Smugglers find cigarettes too profitable to give up

Though there has been a sharp decline in the flow of contraband goods from Cambodia into the Mekong Delta, cigarette smuggling remains rampant.
Though there has been a sharp decline in the flow of contraband goods from Cambodia into the Mekong Delta, cigarette smuggling remains rampant.

Customs officials in An Giang and Long An provinces said smuggling of beer, wine, sugar, petrol and electronic products was sharply down because the disparity in prices is small but cigarette smuggling has worsened.

Dong Thap province on the border is considered the smuggling hub in the delta. Recently customs officials there discovered 12 cases of smuggled goods worth 234 million VND (11,700 USD), made up mostly of about 5,000 packs of cigarettes.

Deputy head of the Customs Department Le Van Chien said smuggling was hard to prevent because cigarettes were easily divided into small portions for many people to carry over the border.
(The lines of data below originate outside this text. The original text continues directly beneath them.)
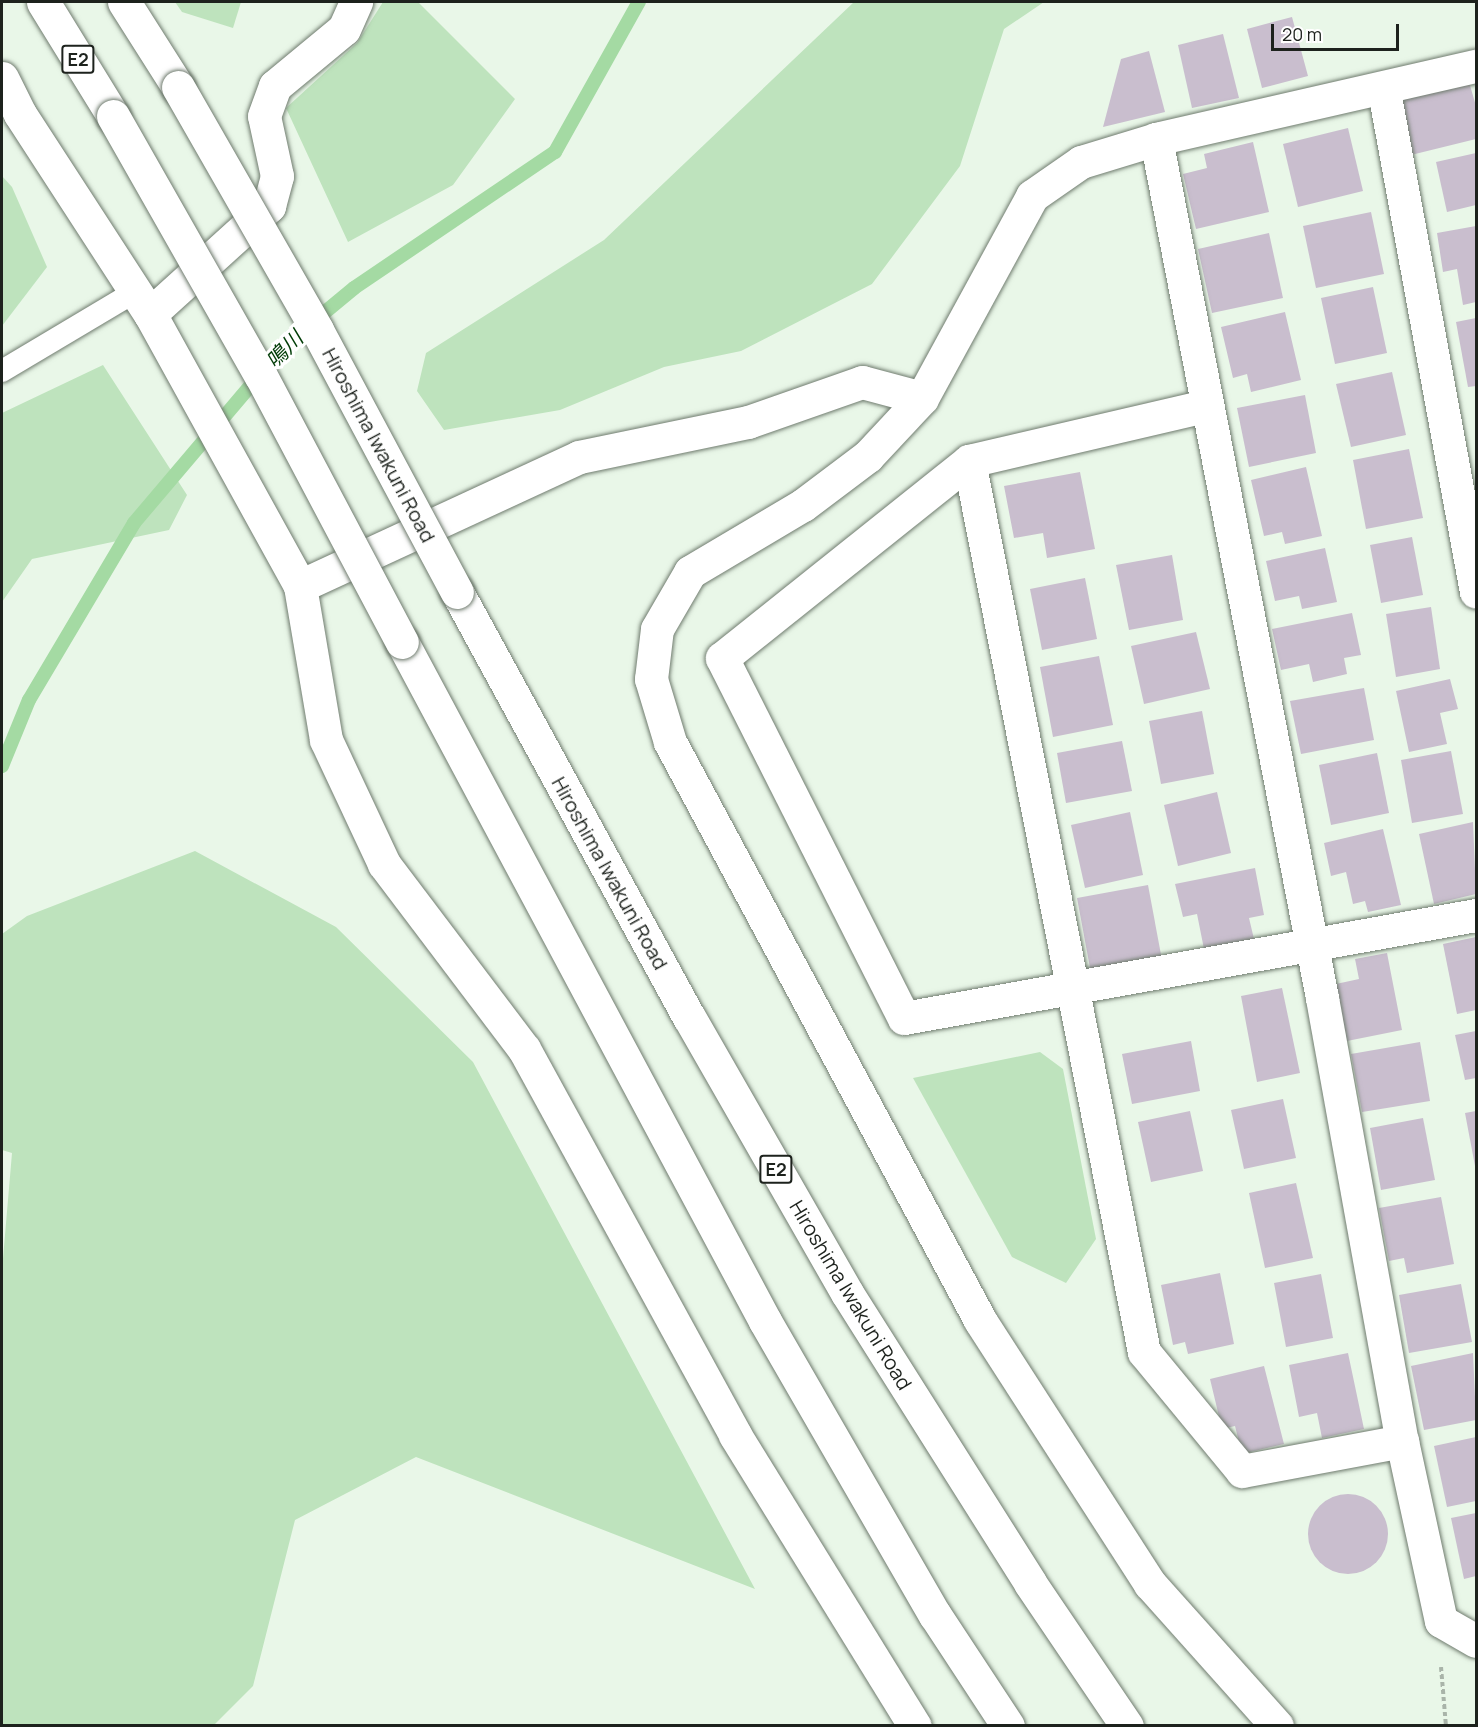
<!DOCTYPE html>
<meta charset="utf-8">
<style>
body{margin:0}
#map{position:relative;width:1478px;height:1727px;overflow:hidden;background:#e9f7e8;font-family:Manrope,"Noto Sans JP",sans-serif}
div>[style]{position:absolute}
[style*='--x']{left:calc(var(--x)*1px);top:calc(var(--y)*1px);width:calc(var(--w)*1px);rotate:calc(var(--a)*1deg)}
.green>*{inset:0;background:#bee3bd}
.stream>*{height:14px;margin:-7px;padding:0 7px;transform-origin:7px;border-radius:7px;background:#a4daa3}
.building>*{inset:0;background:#c9bece}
.round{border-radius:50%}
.path>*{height:4px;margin-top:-2px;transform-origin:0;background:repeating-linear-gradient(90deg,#a9b4a9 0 4.5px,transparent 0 7.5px)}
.roads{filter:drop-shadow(0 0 2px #6f7b6e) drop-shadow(0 0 2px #6f7b6e)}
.lane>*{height:22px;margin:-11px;padding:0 11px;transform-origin:11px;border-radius:11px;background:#fff}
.street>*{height:33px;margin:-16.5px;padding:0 16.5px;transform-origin:16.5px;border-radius:16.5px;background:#fff}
.highway>*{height:33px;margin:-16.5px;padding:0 16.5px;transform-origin:16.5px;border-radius:16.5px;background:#fff}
.bridges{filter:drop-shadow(0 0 2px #6f7b6e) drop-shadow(0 0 2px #6f7b6e)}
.highway-bridge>*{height:33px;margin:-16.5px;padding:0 16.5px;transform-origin:16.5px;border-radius:16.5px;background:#fff}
span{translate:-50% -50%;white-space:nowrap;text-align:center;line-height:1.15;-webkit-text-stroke:6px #fff;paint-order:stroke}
.shield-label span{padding:2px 4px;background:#fff;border:2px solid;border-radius:4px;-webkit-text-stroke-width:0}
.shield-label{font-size:18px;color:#1d221d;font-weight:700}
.street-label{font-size:20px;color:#1d221d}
.water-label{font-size:21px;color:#003c06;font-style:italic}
.frame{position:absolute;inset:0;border:3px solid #1d221d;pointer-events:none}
.scale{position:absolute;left:1271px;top:24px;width:128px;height:27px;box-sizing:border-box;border:3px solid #1d221d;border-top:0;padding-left:8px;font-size:18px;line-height:21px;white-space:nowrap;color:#1d221d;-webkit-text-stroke:4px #fff;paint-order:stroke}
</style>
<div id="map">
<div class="green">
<div style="clip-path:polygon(175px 2px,241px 2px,233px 28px,182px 12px)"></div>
<div style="clip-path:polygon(383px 2px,418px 2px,515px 99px,453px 185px,348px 242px,286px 108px,357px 43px)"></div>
<div style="clip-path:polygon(854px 2px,1044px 2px,1004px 29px,960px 166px,872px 284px,741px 351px,664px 367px,560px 410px,444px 430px,417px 391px,426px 353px,604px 240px)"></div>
<div style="clip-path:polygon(2px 176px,12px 187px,47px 267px,2px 326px)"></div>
<div style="clip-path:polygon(103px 365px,187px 495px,169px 530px,32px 559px,2px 602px,2px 413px)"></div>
<div style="clip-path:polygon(195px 851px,336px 927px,473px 1062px,755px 1589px,416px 1457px,295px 1520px,253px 1686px,214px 1725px,2px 1725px,2px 1270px,12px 1153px,2px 1150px,2px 934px,27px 916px)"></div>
<div style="clip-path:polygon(1040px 1052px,1063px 1069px,1096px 1239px,1066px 1283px,1012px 1257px,913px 1078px)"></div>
</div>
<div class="stream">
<div style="--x:2;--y:766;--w:71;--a:-67.8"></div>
<div style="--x:29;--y:700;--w:206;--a:-59.3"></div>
<div style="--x:134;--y:523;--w:232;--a:-49.7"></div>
<div style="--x:284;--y:346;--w:91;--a:-39.6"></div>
<div style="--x:354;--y:288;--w:243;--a:-34.1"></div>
<div style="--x:555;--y:152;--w:172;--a:-60.8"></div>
</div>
<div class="building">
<div style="clip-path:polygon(1292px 17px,1308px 76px,1262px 88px,1247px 29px)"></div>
<div style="clip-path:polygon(1223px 34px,1239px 98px,1192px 108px,1178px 45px)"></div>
<div style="clip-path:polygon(1149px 51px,1165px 112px,1103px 127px,1121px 59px)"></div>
<div style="clip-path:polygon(1469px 82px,1476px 106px,1476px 139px,1411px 155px,1397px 99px)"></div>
<div style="clip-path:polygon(1348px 128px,1363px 191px,1298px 207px,1283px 144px)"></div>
<div style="clip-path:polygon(1253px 142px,1269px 212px,1196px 229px,1183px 174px,1207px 168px,1204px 154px)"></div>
<div style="clip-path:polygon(1476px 153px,1476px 205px,1447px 212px,1436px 162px)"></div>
<div style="clip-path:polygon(1371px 212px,1384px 274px,1316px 288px,1303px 226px)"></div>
<div style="clip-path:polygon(1476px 226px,1476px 302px,1463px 305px,1457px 269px,1443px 272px,1437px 233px)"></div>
<div style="clip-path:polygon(1269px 233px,1283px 298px,1212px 313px,1198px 249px)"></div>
<div style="clip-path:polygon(1373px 287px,1387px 353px,1335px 364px,1321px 298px)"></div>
<div style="clip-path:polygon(1285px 312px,1301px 380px,1251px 392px,1247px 374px,1233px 378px,1221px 327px)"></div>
<div style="clip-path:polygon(1476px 318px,1476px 386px,1468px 387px,1456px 322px)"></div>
<div style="clip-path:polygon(1392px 372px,1406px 435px,1351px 447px,1336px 384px)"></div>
<div style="clip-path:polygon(1305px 395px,1316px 453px,1249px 467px,1237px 408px)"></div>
<div style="clip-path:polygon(1409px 449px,1423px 518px,1366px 529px,1353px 460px)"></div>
<div style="clip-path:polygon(1306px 467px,1322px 536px,1285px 544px,1282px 532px,1264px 536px,1251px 480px)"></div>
<div style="clip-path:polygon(1080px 472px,1095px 549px,1047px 558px,1043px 533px,1014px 538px,1004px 486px)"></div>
<div style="clip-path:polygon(1412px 537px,1423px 595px,1381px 603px,1370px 545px)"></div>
<div style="clip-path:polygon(1325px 548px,1337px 602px,1302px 609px,1299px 596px,1275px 601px,1266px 561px)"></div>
<div style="clip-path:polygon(1172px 555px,1183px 620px,1129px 630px,1116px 565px)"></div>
<div style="clip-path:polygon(1085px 578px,1097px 639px,1042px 650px,1030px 589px)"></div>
<div style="clip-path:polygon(1431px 607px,1440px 669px,1396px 677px,1386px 614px)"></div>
<div style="clip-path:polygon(1352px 613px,1361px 655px,1344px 658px,1347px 674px,1313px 682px,1309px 664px,1281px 670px,1272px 629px)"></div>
<div style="clip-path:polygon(1196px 632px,1210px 689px,1144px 704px,1131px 646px)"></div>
<div style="clip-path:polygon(1099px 656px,1113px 725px,1053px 737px,1040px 667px)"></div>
<div style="clip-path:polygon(1450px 679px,1458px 709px,1440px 713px,1447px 744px,1409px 752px,1396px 691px)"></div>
<div style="clip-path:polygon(1364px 688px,1374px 740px,1301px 754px,1290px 701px)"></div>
<div style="clip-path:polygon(1202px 711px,1214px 774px,1161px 784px,1149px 721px)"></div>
<div style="clip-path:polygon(1122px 741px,1132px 791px,1066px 803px,1057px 753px)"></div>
<div style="clip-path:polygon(1451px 751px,1463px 814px,1412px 823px,1401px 760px)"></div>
<div style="clip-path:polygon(1377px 753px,1389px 813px,1331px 825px,1319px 765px)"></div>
<div style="clip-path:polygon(1217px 792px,1231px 853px,1178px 866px,1164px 805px)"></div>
<div style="clip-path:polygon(1130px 812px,1143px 875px,1085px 888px,1071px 825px)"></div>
<div style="clip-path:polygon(1473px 822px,1476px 894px,1434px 904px,1419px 834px)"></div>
<div style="clip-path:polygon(1383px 829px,1401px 905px,1368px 912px,1365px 901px,1353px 904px,1346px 872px,1331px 876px,1324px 843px)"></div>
<div style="clip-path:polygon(1255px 868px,1264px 915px,1249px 918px,1254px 939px,1204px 949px,1197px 914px,1183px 917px,1175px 884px)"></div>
<div style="clip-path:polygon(1148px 885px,1162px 960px,1091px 973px,1077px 898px)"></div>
<div style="clip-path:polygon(1476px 937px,1476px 1010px,1457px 1014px,1443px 944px)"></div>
<div style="clip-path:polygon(1387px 953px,1402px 1030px,1347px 1041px,1336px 984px,1359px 979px,1355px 959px)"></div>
<div style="clip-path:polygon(1282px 988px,1300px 1073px,1257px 1082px,1241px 996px)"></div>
<div style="clip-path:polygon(1476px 1031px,1476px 1078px,1465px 1080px,1455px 1035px)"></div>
<div style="clip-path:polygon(1191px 1041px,1200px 1091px,1132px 1104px,1122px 1054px)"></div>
<div style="clip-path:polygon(1420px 1042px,1430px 1101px,1362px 1112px,1351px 1054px)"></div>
<div style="clip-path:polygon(1283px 1099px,1296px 1158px,1244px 1169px,1231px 1110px)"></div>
<div style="clip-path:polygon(1190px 1111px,1203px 1171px,1151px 1182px,1138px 1122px)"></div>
<div style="clip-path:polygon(1476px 1111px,1476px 1166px,1475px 1166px,1465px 1113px)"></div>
<div style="clip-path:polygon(1423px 1118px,1435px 1180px,1381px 1190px,1370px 1128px)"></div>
<div style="clip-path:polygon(1296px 1183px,1313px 1258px,1265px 1268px,1249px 1193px)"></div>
<div style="clip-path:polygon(1441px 1197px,1454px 1264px,1407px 1273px,1404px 1258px,1389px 1261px,1379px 1208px)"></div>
<div style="clip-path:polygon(1220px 1273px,1234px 1344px,1188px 1354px,1185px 1342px,1173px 1345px,1161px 1285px)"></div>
<div style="clip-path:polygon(1321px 1274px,1333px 1338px,1286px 1347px,1274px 1283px)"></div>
<div style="clip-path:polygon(1461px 1284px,1472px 1342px,1409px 1353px,1399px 1295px)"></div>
<div style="clip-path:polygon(1348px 1353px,1364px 1429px,1322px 1438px,1317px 1413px,1299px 1417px,1289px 1365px)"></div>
<div style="clip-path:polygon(1473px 1353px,1476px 1420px,1424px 1430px,1411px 1366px)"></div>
<div style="clip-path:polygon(1264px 1366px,1284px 1444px,1242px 1454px,1235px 1426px,1222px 1429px,1210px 1379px)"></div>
<div style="clip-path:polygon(1476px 1437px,1476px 1501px,1447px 1507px,1434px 1446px)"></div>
<div class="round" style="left:1308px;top:1494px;width:80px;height:80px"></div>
<div style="clip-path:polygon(1476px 1513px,1476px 1576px,1464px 1579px,1451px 1518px)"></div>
</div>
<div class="path">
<div style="--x:1441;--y:1667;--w:59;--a:85.2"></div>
</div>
<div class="roads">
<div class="lane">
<div style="--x:2;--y:371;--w:156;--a:-30.8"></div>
</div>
<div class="street">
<div style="--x:2;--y:78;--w:40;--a:63.4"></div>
<div style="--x:20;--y:114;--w:239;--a:57"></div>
<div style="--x:150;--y:314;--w:311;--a:61.1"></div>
<div style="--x:300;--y:586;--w:156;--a:80.4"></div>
<div style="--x:326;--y:740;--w:137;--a:64.9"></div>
<div style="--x:384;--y:864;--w:232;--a:52.9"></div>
<div style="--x:524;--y:1049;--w:440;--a:61.3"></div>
<div style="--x:735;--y:1435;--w:342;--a:58.3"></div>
<div style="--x:1384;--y:91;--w:509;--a:79.59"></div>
<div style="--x:1156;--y:139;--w:875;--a:79.06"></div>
<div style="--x:1322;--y:998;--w:450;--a:79.8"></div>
<div style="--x:1402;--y:1441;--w:184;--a:77.8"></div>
<div style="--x:1441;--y:1621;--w:40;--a:29.7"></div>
<div style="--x:150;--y:314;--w:161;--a:-42.2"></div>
<div style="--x:269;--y:206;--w:31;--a:-75"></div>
<div style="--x:277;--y:176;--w:61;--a:-102.2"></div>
<div style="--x:264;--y:116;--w:32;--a:-70"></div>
<div style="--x:275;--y:86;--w:89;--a:-39.6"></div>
<div style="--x:344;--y:29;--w:30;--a:-66"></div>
<div style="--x:1205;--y:406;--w:242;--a:166.9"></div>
<div style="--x:969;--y:461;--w:316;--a:141.4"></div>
<div style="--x:722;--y:658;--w:403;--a:63.2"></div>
<div style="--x:904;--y:1018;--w:581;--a:-10.21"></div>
<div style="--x:969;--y:461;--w:908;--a:78.89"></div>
<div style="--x:1144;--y:1352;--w:154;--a:50.5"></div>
<div style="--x:1242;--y:1471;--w:163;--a:-10.6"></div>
<div style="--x:300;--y:586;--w:307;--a:-24.8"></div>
<div style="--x:579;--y:457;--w:173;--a:-11.7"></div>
<div style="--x:748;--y:422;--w:121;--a:-19.3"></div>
<div style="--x:862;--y:382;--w:62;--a:14.9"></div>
<div style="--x:1277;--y:1726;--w:191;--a:-131.8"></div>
<div style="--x:1150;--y:1584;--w:314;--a:-122.8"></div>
<div style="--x:980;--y:1320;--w:656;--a:-118.21"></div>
<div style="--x:670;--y:742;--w:66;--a:-106.8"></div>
<div style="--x:651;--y:679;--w:50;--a:-83.2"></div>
<div style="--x:657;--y:629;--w:66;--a:-59.9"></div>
<div style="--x:690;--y:572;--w:131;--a:-30.7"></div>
<div style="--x:803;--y:505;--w:81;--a:-37"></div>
<div style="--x:868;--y:456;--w:79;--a:-47"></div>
<div style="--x:922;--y:398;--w:230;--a:-61.4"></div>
<div style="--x:1032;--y:196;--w:60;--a:-34.8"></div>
<div style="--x:1081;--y:162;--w:78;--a:-17"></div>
<div style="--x:1156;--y:139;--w:328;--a:-12.9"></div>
</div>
<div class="highway">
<div style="--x:43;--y:2;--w:134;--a:58.4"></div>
<div style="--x:124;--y:2;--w:101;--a:57.6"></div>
<div style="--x:457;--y:592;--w:484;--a:61.4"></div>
<div style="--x:689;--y:1017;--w:318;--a:60.2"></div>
<div style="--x:847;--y:1293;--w:343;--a:57.7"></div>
<div style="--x:1030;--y:1583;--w:173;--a:55.9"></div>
<div style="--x:402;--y:642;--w:770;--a:61.87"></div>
<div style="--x:765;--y:1321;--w:340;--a:60"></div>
<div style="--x:935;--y:1615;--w:133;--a:56.7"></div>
</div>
</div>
<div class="bridges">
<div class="highway-bridge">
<div style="--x:178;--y:87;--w:280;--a:60.2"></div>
<div style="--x:317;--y:330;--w:297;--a:61.9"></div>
<div style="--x:113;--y:116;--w:299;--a:60.4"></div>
<div style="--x:261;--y:376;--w:301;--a:62.1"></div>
</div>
</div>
<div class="shield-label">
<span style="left:78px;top:59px">E2</span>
<span style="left:776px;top:1169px">E2</span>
</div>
<div class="street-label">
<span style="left:379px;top:445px;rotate:62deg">Hiroshima Iwakuni Road</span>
<span style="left:610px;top:873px;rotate:61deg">Hiroshima Iwakuni Road</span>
<span style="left:851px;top:1295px;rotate:59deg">Hiroshima Iwakuni Road</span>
</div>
<div class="water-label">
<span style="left:284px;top:349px;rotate:-45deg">鳴川</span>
</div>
<div class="frame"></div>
<div class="scale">20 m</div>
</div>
Kien Giang, the province that has been the most successful in fighting smuggling in the region, reported that this year customs officers discovered 38 cases, mostly cigarettes.

Every year hundreds of thousands of packs were destroyed, it said.

The smuggling goes on with impunity because the penalties are not deterrent enough, with only small fines slapped on anyone caught smuggling.

Tran Minh Tien, deputy head of the Kien Giang Customs Department, said smugglers' tricks were becoming more and more sophisticated.

Tien said smuggled cigarette accounted for 80 percent of supply in the Mekong Delta and HCM City .

According to the Vietnam Tobacco Association, smuggled cigarettes accounts for 20 percent of the amount consumed in Vietnam . In some places it is much higher—70 percent in Can Tho, 46 percent in HCM City , and 41 percent in the southern provinces.

Cigarettes have been smuggled into the country since the 1980s, with volumes reaching 300 – 400 million packs a year initially.

But the situation has worsened since. By 2007 it had risen to 630 million, and to 800 million last year.

Officials seized and destroyed 7.3 million packs last year, or less than 1 percent of the amount smuggled into the country, according to the association.

It is estimated that the country loses at least 3 trillion VND (150 million USD) in taxes while the foreign currency drain is 200 million USD.

Recently the Government said it would take criminal action against anyone caught smuggling more than 1,500 packs.

Those caught with less than 1,500 packs will be fined 100 million VND (5,100 USD)./.